En visto| Dora de la Cruz
“Solo necesito una amiga para armar una revolución”, es una frase feministas que
tiene que ver con la fuerza de las luchas colectivas de las mujeres; a movimientos
que abrieron camino a defender el derecho al voto, a la educación, a la decisión a la
maternidad, hasta la paridad en en todos los espacios públicos y privados; es decir,
en la dirección de instituciones gubernamentales, cargos de elección popular y hasta
en la iniciativa privada.
Hoy las mujeres levantan la mano, para participar en las dirigencias de los partidos
políticos, en cargos de elección popular, gerencias de empresas, en liderazgos de
sindicatos, lo que antes era impensable, porque las que se atrevían, enfrentaban
descalificaciones, pero hoy las mujeres se proponen y buscan dirigir con los logros
de las luchas feministas, aunque todavía hay barreras; sí hay avances, no lo
podemos negar y las mujeres ya no esperan que las propongan, se están abriendo
camino para alcanzar la paridad.
En la universidad Autónoma de Tamaulipas, con la renovación de la Dirección de la
Facultad de Derecho y Ciencias Sociales, campus Victoria, tres mujeres levantaron
la mano para contender por este cargo, que históricamente ha sido ocupado por
hombres; para ser exacta, 12 hombres han estado en este cargo, sin embargo, con
esta participación de tres mujeres, se abre la posibilidad de la llegada de una mujer a
esta importante dirección académica de la abogacía.
Después de seis décadas, las doctoras Cecilia Manzano, Kenia Garza y Lidda
Delgado, que aspiran a este cargo, coincidieron en la lucha para impulsar la
elección, por primera vez, de una mujer que llegue a la dirección de la facultad,
mediante el cumplimiento de requisitos legales para competir.

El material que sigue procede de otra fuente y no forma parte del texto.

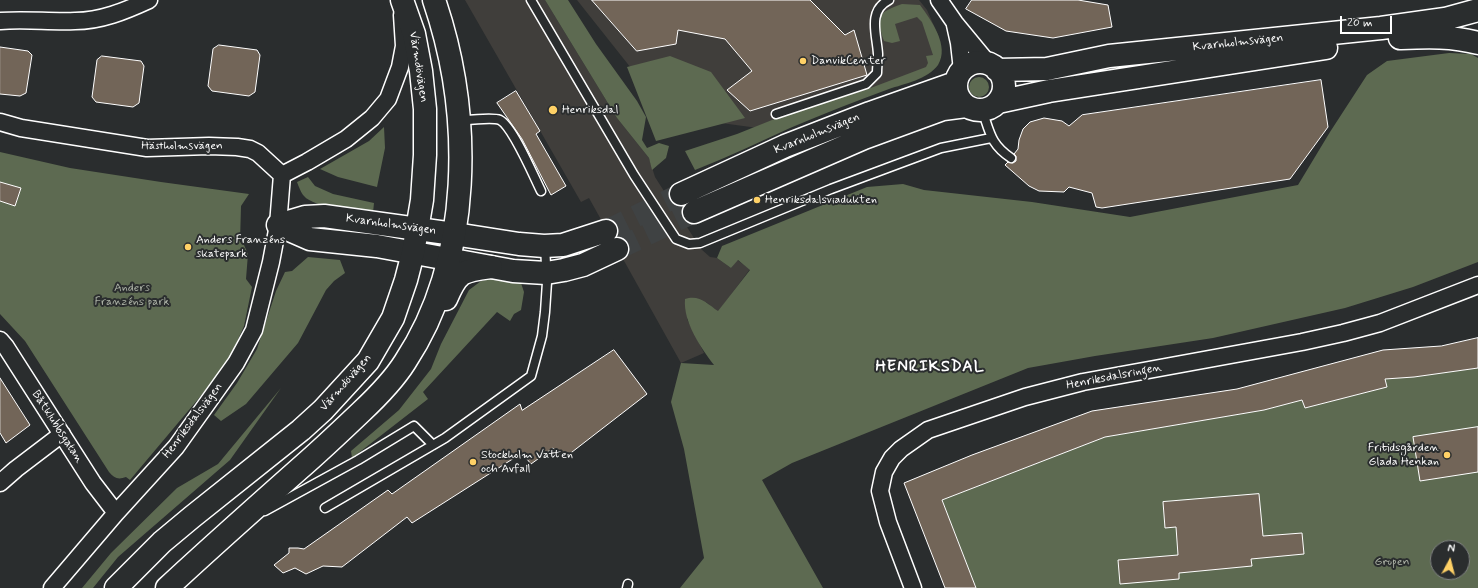 <!DOCTYPE html>
<html>
<head>
<meta charset="utf-8">
<style>
	body { margin:0 }
	#map { position:relative; width:1478px; height:588px; overflow:hidden; background:#2a2d2e; font-family:Mynerve,sans-serif }
	canvas { display:block }
	.north { position:absolute; left:1430px; top:540px; width:40px; height:40px; box-sizing:border-box; background:#2a2d2e; border:1px solid #7f8182; border-radius:50%; rotate:7deg; font-size:11px; font-weight:700; line-height:16px; text-align:center; color:#fff }
	.north::after { content:''; display:block; margin:auto; width:14px; height:18px; background:#ffd166; clip-path:polygon(50% 0,100% 100%,50% 72%,0 100%) }
	.scale { position:absolute; left:1340px; top:16px; width:52px; height:18px; box-sizing:border-box; border:2px solid #fff; border-top:0; padding-left:5px; font-size:12px; line-height:14px; white-space:nowrap; color:#fff; -webkit-text-stroke:3px #2a2d2e; paint-order:stroke }
</style>
</head>
<body>
<div id="map">
<canvas width="1478" height="588"></canvas>
<div class="north">N</div>
<div class="scale">20 m</div>
</div>
<script>
const g = document.querySelector('canvas').getContext('2d');
g.lineJoin = 'round';
function fillPath(path, color) {
  g.fillStyle = color;
  g.fill(path, 'evenodd');
}
function trace(path, color, width, dash) {
  g.strokeStyle = color;
  g.lineWidth = width;
  g.lineCap = dash ? 'butt' : 'round';
  g.setLineDash(dash || []);
  g.stroke(path);
}
function write(font, color, halo, rows, align = 'center') {
  g.font = font + ' Mynerve,sans-serif';
  g.lineWidth = 4;
  g.setLineDash([]);
  g.textBaseline = 'middle';
  g.strokeStyle = halo;
  g.fillStyle = color;
  for (const [text, x, y, turn = 0] of rows) {
    g.save();
    g.translate(x, y);
    g.rotate((+turn || 0) * Math.PI / 180);
    g.textAlign = isNaN(turn) ? turn : align;
    if (halo) g.strokeText(text, 0, 0);
    g.fillText(text, 0, 0);
    g.restore();
  }
}
fillPath(new Path2D(`
	M465,0h80l72,118 32,40 6,19 46,72 9,8 7,1 14,10 6,-8 13,9 -32,43 -12,-10 -19,17 17,34 -23,10 -92,-165 -8,4z
	M577,0h342l8,10 12,27v19l-10,13 -171,59 -89,-12z`), '#403e3b');
fillPath(new Path2D(`
	M545,0h23l28,44 41,57 9,16 -4,23 5,8 12,-5 10,3 -3,12 -14,12 -3,-12 -32,-40z
	M902,4l18,1c11,15 30,41 18,60 -10,14 -34,19 -49,24 -33,12 -66,25 -99,39 -31,14 -62,29 -95,42l-10,-19 52,-17 40,-16 91,-29 58,-22 2,-4 -2,-7 7,-1 -11,-33 -5,-5 -22,7 5,17 -8,2 -8,-2c-9,-26 -6,-28 18,-37z
	M1449,53l22,1 7,4v204l-65,25 -68,21 -132,30 -118,18 -67,12 -236,95 -30,17 61,108h-143l24,-30 -20,-109 -13,-47 10,-39 33,2c-13,-17 -31,-43 -29,-66 14,-5 23,5 33,12l32,-41 -12,-10 -7,8 -14,-10 5,-12 145,-59 36,-3 21,6 108,12 98,15 168,-32 32,-53 37,-57 20,-14z
	M670,56l41,16 34,46 -89,23 -29,-74z
	M969 87a10 10 0 1 1 20 0a10 10 0 1 1-20 0Z
	M384,127l1,21 -8,39 -39,-10 -18,-8 49,-28z
	M0,152l70,16 91,14 88,12 -8,12 -1,36 4,3 4,9 -2,25 6,8 -8,39 -12,27 -17,26 -85,101 -4,-3c-8,3 -12,1 -17,-5l-84,-131 -25,-27z
	M308,177l7,9 18,8 41,9 -1,10c-16,-2 -59,-5 -69,-17 -3,-3 -5,-9 -7,-14z
	M308,257l32,3 5,13 -11,8 -8,9 -28,53 -52,61 -25,17 -7,-6 23,-32 20,-34 19,-58 9,-19 7,-1z
	M497,277l24,6 3,9 -3,18 -7,4 -4,7 -13,-9 -74,80 5,7 -76,59 -1,-7 48,-41 32,-41 10,-25 28,-54 12,-9z
	M1478,368v220h-502l-34,-88 163,-63 159,-27 38,-10 3,8 82,-21 -3,-10h30zM1438,548h24v24h-24z
	M281,388l-51,72 -112,97 -25,31h-11l29,-35 66,-65 41,-24z`), '#5d6a51');
const building = new Path2D(`
	M592,0h218l35,35 9,-5 13,45 -117,36 -23,-21 25,-19 -27,-32 -47,-9 -2,14 -39,7z
	M972,0h106l30,5 4,22 -59,11 -47,-7 -40,-22z
	M219,45l38,5 3,5 -5,37 -6,4 -37,-5 -4,-5 5,-37z
	M0,47l28,4 4,4 -6,38 -6,3 -20,-2z
	M102,56l39,5 3,5 -5,37 -6,4 -37,-5 -4,-5 5,-37z
	M1321,80l7,47 -38,52 -188,29 -6,-1 -4,-14 -23,-6 -5,5 -25,-1 -10,-5 -24,-21 3,-3 5,1 3,-2v-5l-2,-2 4,-5 1,-9 4,-11 7,-7 14,-4 18,3 7,5 13,-11z
	M516,91l24,40 -4,3 30,52 -15,9 -29,-56 -25,-36z
	M0,182l21,6 -6,18 -15,-5z
	M1478,338v30l-64,9 -29,2 2,8 -82,21 -3,-8 -38,10 -159,27 -163,63 34,88h-31l-41,-105 68,-28 120,-44 145,-22 146,-39 58,-4z
	M614,350l33,44 -84,65 -10,-11 -22,16 -9,-11 -110,70 -5,-6 -65,50 -19,-1 -17,8 -11,-6 -12,5 -9,-8 15,-12v-5h9l6,1 84,-59 4,4 128,-90 2,6z
	M0,378l30,47 -24,18 -6,-10z
	M1478,427v45l-58,9 -7,-44z
	M1259,494l4,42 39,-3 2,21 -53,5 1,7 -73,7v6l-59,5 -2,-24 60,-5 -2,-28 -11,1 -2,-26z`);
fillPath(building, '#726558');
trace(building, '#fff', 1);
trace(new Path2D(`
	M606,231l75,-37
	M617,249l77,-37`), '#3f4243', 22, [22, 11]);
const lane = new Path2D(`
	M531,0l103,175 42,64 13,5 11,-1 131,-54 110,-41 50,-10
	M982,110c8,22 8,34 29,48
	M776,114l90,-30 11,-11c0,-6 1,-13 1,-19 -1,-19 -11,-43 11,-54
	M460,121c9,-1 32,-4 40,-1 13,7 34,57 41,71
	M325,508l120,-70 86,-62 11,-40 3,-24 2,-30 -2,-35
	M265,511l93,-51 56,-34 19,19
	M627,588l1,-4`);
const street = new Path2D(`
	M939,0l16,23 33,40
	M0,21c25,-2 50,1 75,0 26,0 50,-10 74,-21
	M955,25l4,18 3,27
	M0,122l21,6 126,20 62,-2 28,1 13,2 8,4 24,22
	M282,175l25,-13 39,-23 26,-21 16,-19 12,-32 4,-21 -2,-31
	M0,340l6,7 87,136 23,30
	M0,483l16,-14 46,-35
	M52,588l64,-75 60,-66 60,-84 18,-33 17,-68 7,-37 4,-50
	M913,588l-25,-66 -8,-31 4,-19 8,-14 9,-9 27,-19 97,-33 58,-15 219,-40 41,-9 37,-10 98,-38`);
const secondary = new Path2D(`
	M1400,38c27,-1 52,-2 78,5
	M956 86a24 24 0 1 1 48 0a24 24 0 1 1-48 0Z
	M997,70l50,-1 62,-13 272,-28 64,-9 33,-9
	M998,102l51,-11 277,-43
	M681,194l104,-48 85,-33 85,-30
	M694,212l170,-74 79,-29 23,-3
	M278,225l32,14 67,7 136,25 33,2 18,-3 19,-5 34,-16
	M278,225l27,-8 19,-1 130,18 65,10 25,2 19,-1 43,-14`);
const primary = new Path2D(`
	M446,299c12,-28 16,-28 45,-32
	M116,588l46,-46 30,-25 109,-87 22,-20 45,-49 25,-43 13,-38 7,-27 9,-53 3,-45v-46l-4,-38 -7,-37 -12,-34
	M167,588c43,-40 87,-79 131,-118 22,-19 42,-38 63,-58 16,-15 32,-31 44,-50 68,-103 68,-248 29,-362`);
trace(lane, '#fff', 11);
trace(street, '#fff', 19);
trace(secondary, '#fff', 25);
trace(primary, '#fff', 25);
trace(lane, '#2a2d2e', 8);
trace(street, '#2a2d2e', 16);
trace(secondary, '#2a2d2e', 22);
trace(primary, '#2a2d2e', 22);
for (const [x, y, r, color] of [
	[803,61,4,"#ffd166"],
	[553,110,5,"#ffd166"],
	[757,200,4,"#ffd166"],
	[188,247,4,"#ffd166"],
	[1447,455,4,"#ffd166"],
	[473,462,4,"#ffd166"]
]) {
  const dot = new Path2D();
  dot.arc(x, y, r, 0, 2 * Math.PI);
  g.fillStyle = color;
  g.fill(dot);
  trace(dot, '#2a2d2e', 1.5);
}
write('12px', '#fff', '#2a2d2e', [
	["Kvarnholmsvägen",1238,43,-6],
	["Värmdövägen",418,67,81],
	["Kvarnholmsvägen",817,134,-22],
	["Hästholmsvägen",182,146],
	["Kvarnholmsvägen",391,225,8],
	["Henriksdalsringen",1114,377,-11],
	["Värmdövägen",346,383,-49],
	["Henriksdalsvägen",193,421,-53],
	["Båtklubbsgatan",57,427,57]
]);
write('12px', '#fff', '#2a2d2e', [
	["DanvikCenter",811,61],
	["Henriksdal",562,110],
	["Henriksdalsviadukten",765,200],
	["Anders Franzéns",196,240],
	["skatepark",196,254],
	["Fritidsgården",1439,448,"right"],
	["Glada Henkan",1439,462,"right"],
	["Stockholm Vatten",481,455],
	["och Avfall",481,469]
], 'left');
write('12px', '#aeb4a8', '#2a2d2e', [
	["Anders",132,288],
	["Franzéns park",132,302],
	["Gropen",1392,562]
]);
g.letterSpacing = '1px';
write('bold 16px', '#fff', '#2a2d2e', [
	["HENRIKSDAL",930,368]
]);
g.letterSpacing = '0px';
</script>
</body>
</html>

En la Facultad de Derecho y Ciencias Sociales el 61.8% de la matrícula son mujeres,
más de la mitad de los estudiantes; decir son
3 mil 27 hombres y 4 mil 907 mujeres; sin embargo, después de seis décadas, no ha
tenido una mujer en la Dirección.
El Rector de la Universidad Autónoma de Tamaulipas, Dámaso Anaya Alvarado, ha
impulsado desde su llegada a esta institución, la paridad; tiene a una mujer como
Secretaria General (la Dra. María Concepción Placencia Valadez); en facultades
también han llegado mujeres a estos cargos: en la Facultad de Comercio y
Administración, la, Dra Mónica Lorena Sánchez Limón, se convirtió en la primera
mujer en encabezar esta institución, en el proceso celebrado este año.
Después de seis décadas, esta facultad puede hacer historia, en aplicar la regla de
la paridad; su presencia en estos cargos de la academia son importantes, porque
transforman la desigualdad, pero además, el discurso de la paridad se transforma en
realidad y cuando esto sucede, se hace un cambio cultural en la comunidad
universitaria.
Precisamente de este tema habló la consejera del Instituto Nacional Electoral, la
tamaulipeca Frida Denisse Puga, en su Conferencia Magistral, “panorama general
del proceso electoral 2026- 2027”, organizada por el IETAM, quien dijo, que sin las
mujeres no hay democracia, pero además que deben estar participando en espacios
competitivos; es decir, en cargos donde se toman decisiones políticas, su voz tiene
que ser incluida y escuchada.
Hoy las mujeres construyen colectivos, alianzas para defender sus derechos, no
buscan privilegios, sino los mismos derechos y oportunidades que los hombres y que
el hecho de ser mujer no sea pretexto para negarles acceso a cargos de decisión.